1. SOUNDBITE (English) Sen. Joe Manchin, (D) West Virginia
"It seems like every few months that we're learning something new about the problem. First, it was the MCAS system that existed at all. We didn't know about that, it wasn't even included in the pilots manual. Second, we learn that changes were made to the MCAS system late in the design process and made the system more powerful, allowing it to push the nose down much more aggressively. Even so this system relied on a single sensor and had no redundancy. Third, we learned the FAA never performed its own assessments of the system, and in fact that had delegated much of its oversight to the Boeing company."
2. SOUNDBITE (English) Ali Bahrami, FAA Assoc. Administrator for Aviation Safety
"Knowing what we know today and what Acting Administrator Elwell has said, we should have included more description in the computer-based training in order to explain what, what MCAS is, and what what it'll do."
3. SOUNDBITE (English) Carl Burleson, FAA Acting Deputy Administrator
"The process of delegation is longstanding and has, again, been a critical part of producing the safety record we have in the United States. I will say it doesn't mean that it's perfect. It doesn't mean that each decision we've made has always been perfect. But I do think the fundamental process of how we went about certifying the (737) Max was sound."
4. SOUNDBITE (English) Sen. Susan Collins, (R) Maine, Appropriations Subcommittee Chairwoman
"What troubles me about this is, if the agency's own analysis found MCAS to be an unacceptable risk, why did the FAA not take immediate action to address those risks?"
5. SOUNDBITE (English) Ali Bahrami, FAA Assoc. Administrator for Aviation Safety
"We knew that eventual solution would be to have the modification. And based on our risk assessment we felt that this we had sufficient time to be able to do the modification and get the final fix."

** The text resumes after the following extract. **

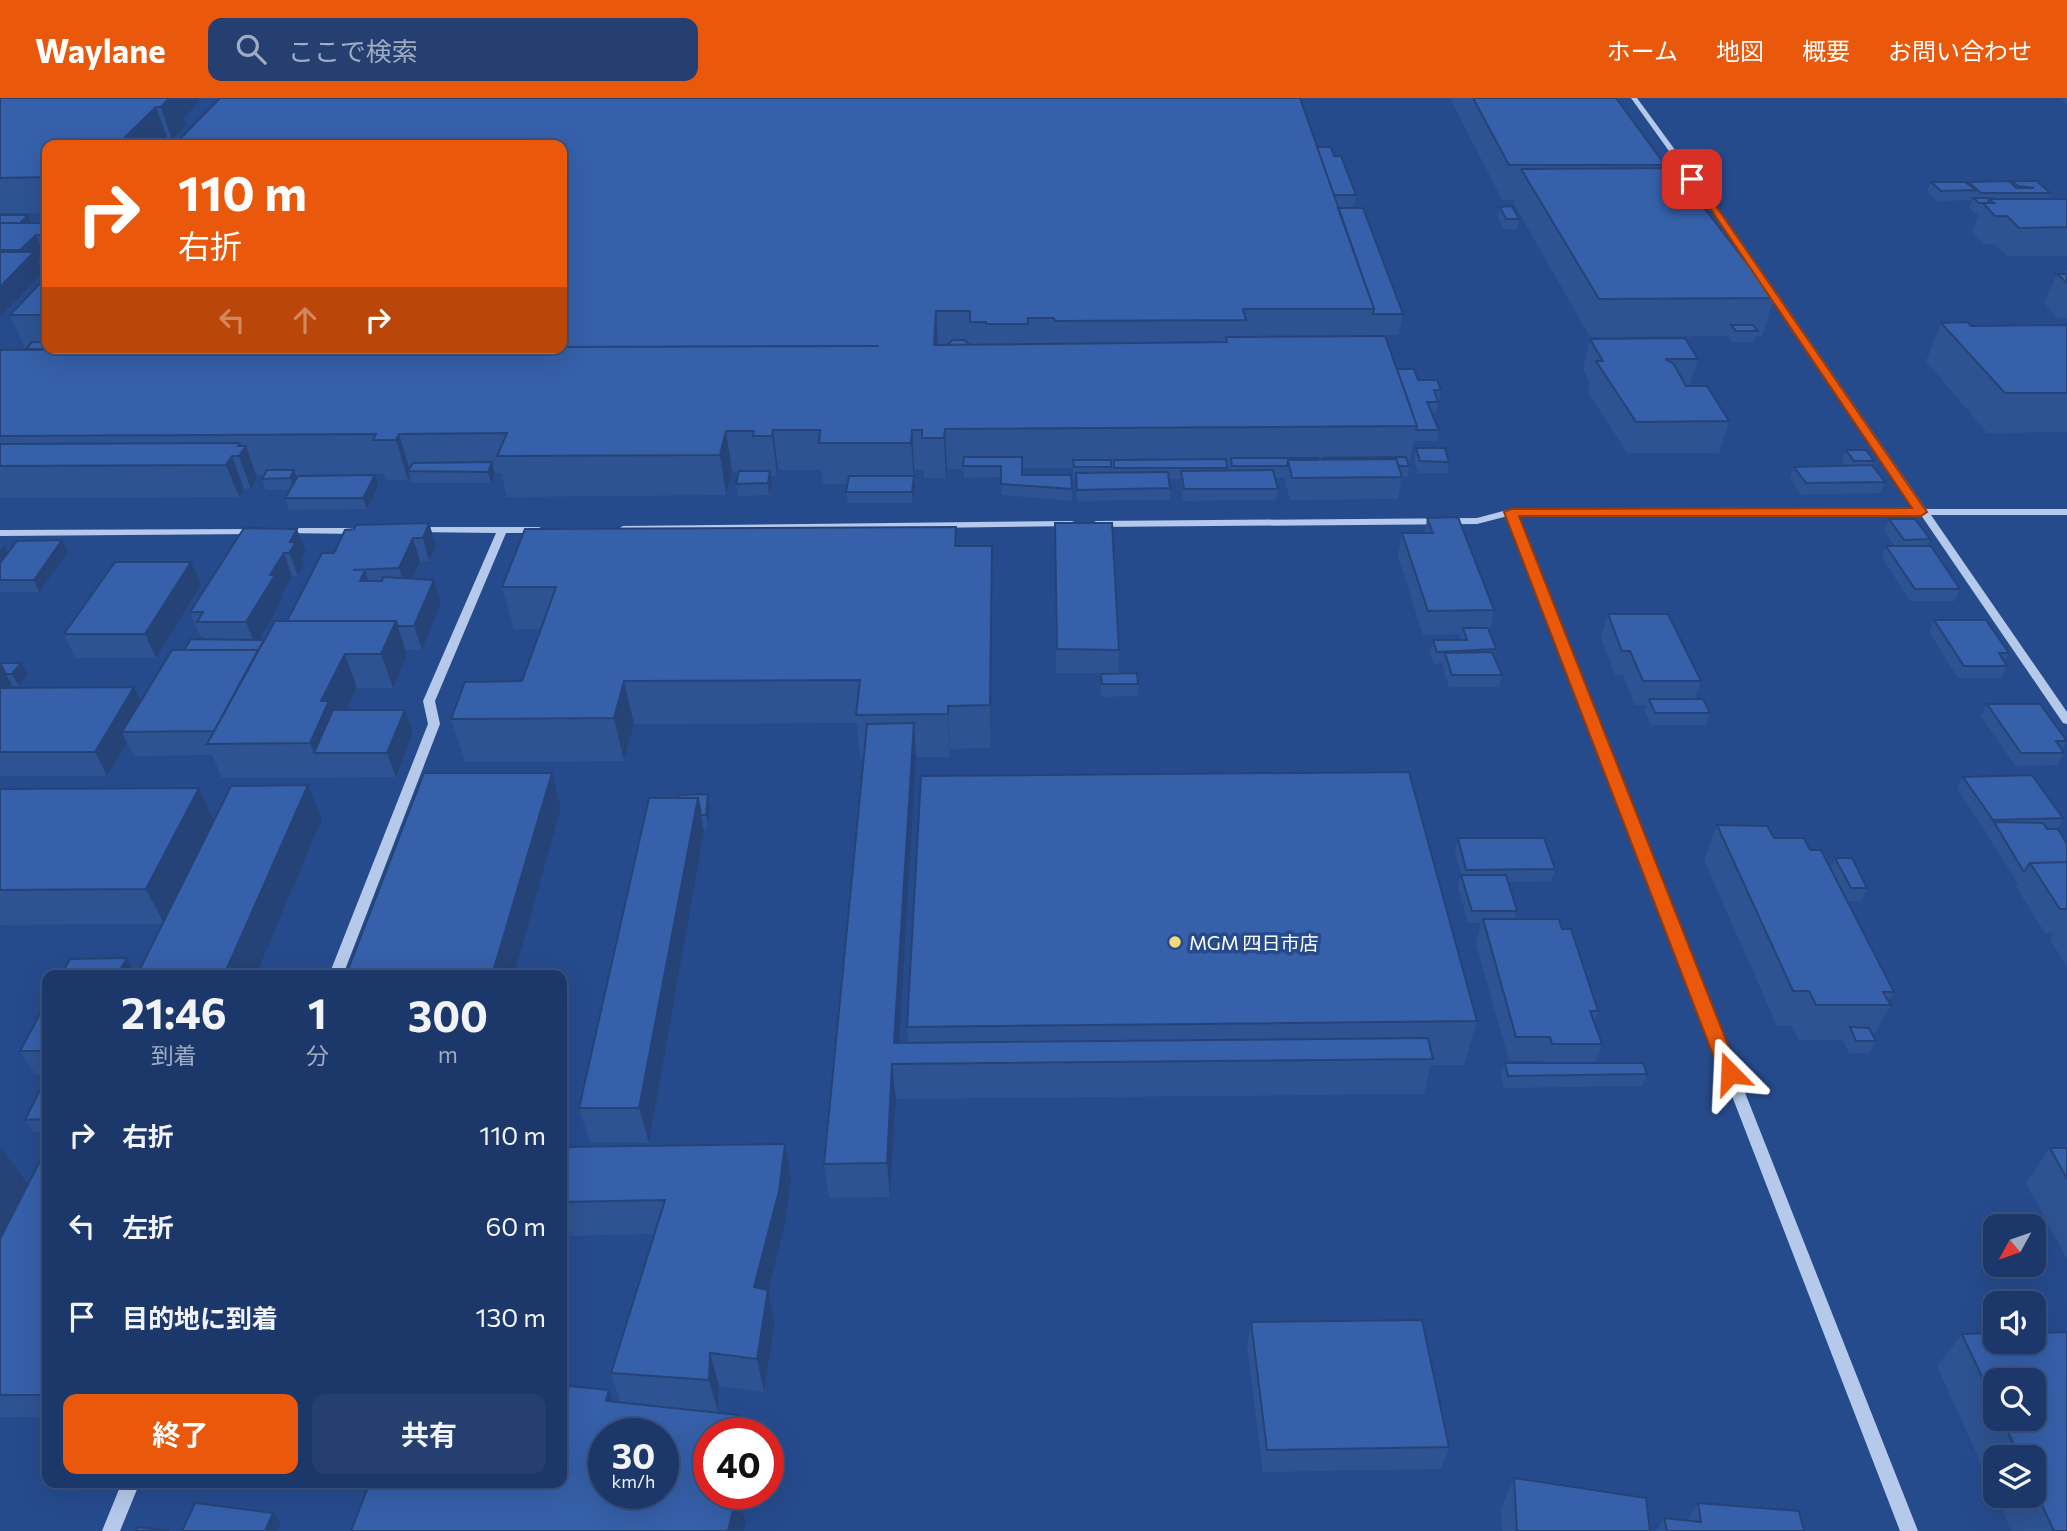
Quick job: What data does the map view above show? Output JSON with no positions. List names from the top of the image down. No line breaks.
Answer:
{"places":["MGM 四日市店"],"north":"bottom left","page":{"header":"Waylane","search":"ここで検索","nav":["ホーム","地図","概要","お問い合わせ"],"turn":["110 m","右折"],"eta":["21:46","到着","1","分","300","m"],"list":[{"name":"右折","value":"110 m"},{"name":"左折","value":"60 m"},{"name":"目的地に到着","value":"130 m"}],"buttons":["終了","共有"],"speed":"30 km/h","limit":"40"}}
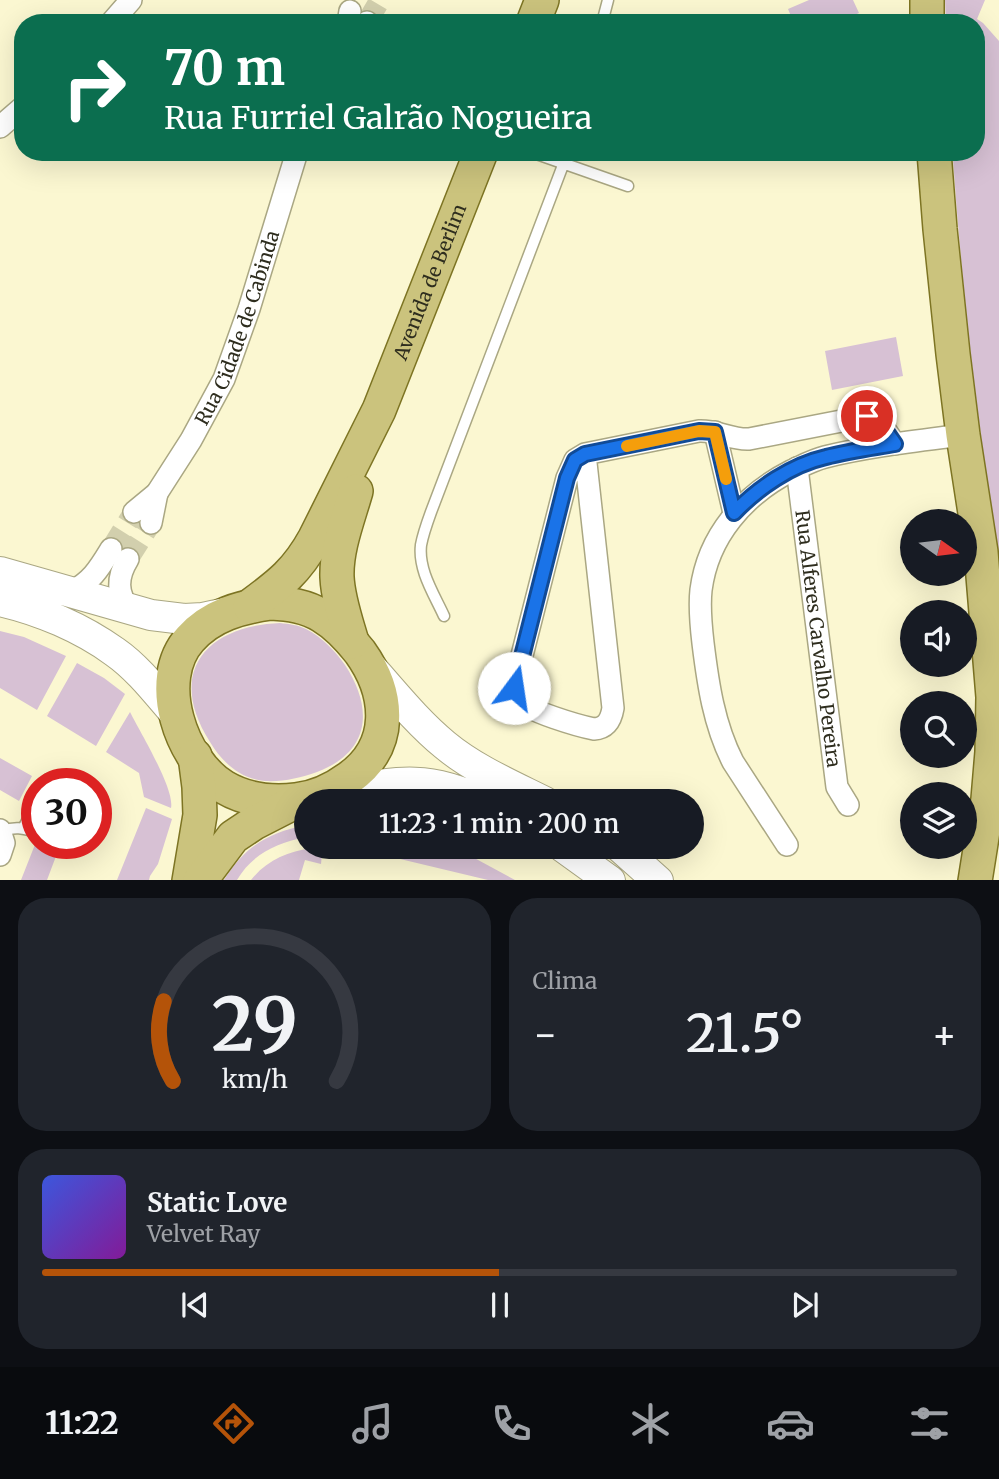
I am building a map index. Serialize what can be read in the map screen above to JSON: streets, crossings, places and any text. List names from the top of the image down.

6. SOUNDBITE: (English) Sen. Joe Manchin (D) West Virginia
"I'm not getting on the 737 Max until I see the president of Boeing and all his and hers associates be on that plane first and fly for any substantial time."
Members of a Senate subcommittee clashed with Federal Aviation Administration officials Wednesday, contending the agency was too deferential to Boeing in approving the 737 Max airliner.
Senators cited newspaper reports of lax oversight as the jet and flight control software called MCAS were developed. The software, which points the plane's nose down to avoid an aerodynamic stall, has been implicated in two deadly crashes.
"This was a complex plane," said Democratic Sen. Joe Manchin, a pilot himself.
"You hung new engines all you did a lot of different things with a software system that wasn't even mentioned in the pilots manual," he said.
"Yet the FAA agreed that pilots only needed an hour of iPad training to get up to speed," he said.
Lawmakers asked officials about a report in The Wall Street Journal that the FAA let Boeing do an interim fix after an Indonesian Lion Air Max crashed in October, even though an analysis showed a risk of a similar cockpit emergency happening again.
The agency instead notified pilots about how to turn off MCAS and waited for a safer, more permanent fix of the software from Boeing.
The Lion Air crash was followed in March by the crash of an Ethiopian Airlines Max, with a total of 346 people dying in both.
"What troubles me about this is if the agency's own analysis has found MCAS to be an unacceptable risk, why did the FAA not take immediate action to address those risks?" asked Republican Sen. Susan Collins of Maine, the chairwoman of the subcommittee.
FAA Associate Administrator for Aviation Safety Ali Bahrami told lawmakers that interim fix after the Lion Air crash was reviewed by FAA engineers and in line with normal practices. In the Indonesia crash, actions of the pilots played a significant role, Bahrami said, making it most urgent to tell pilots about the proper procedures to disable MCAS.
"I'm not getting on the 737 MAX until I see the president of Boeing and all his and hers associates be on that plane first and fly for any substantial time," Manchin said.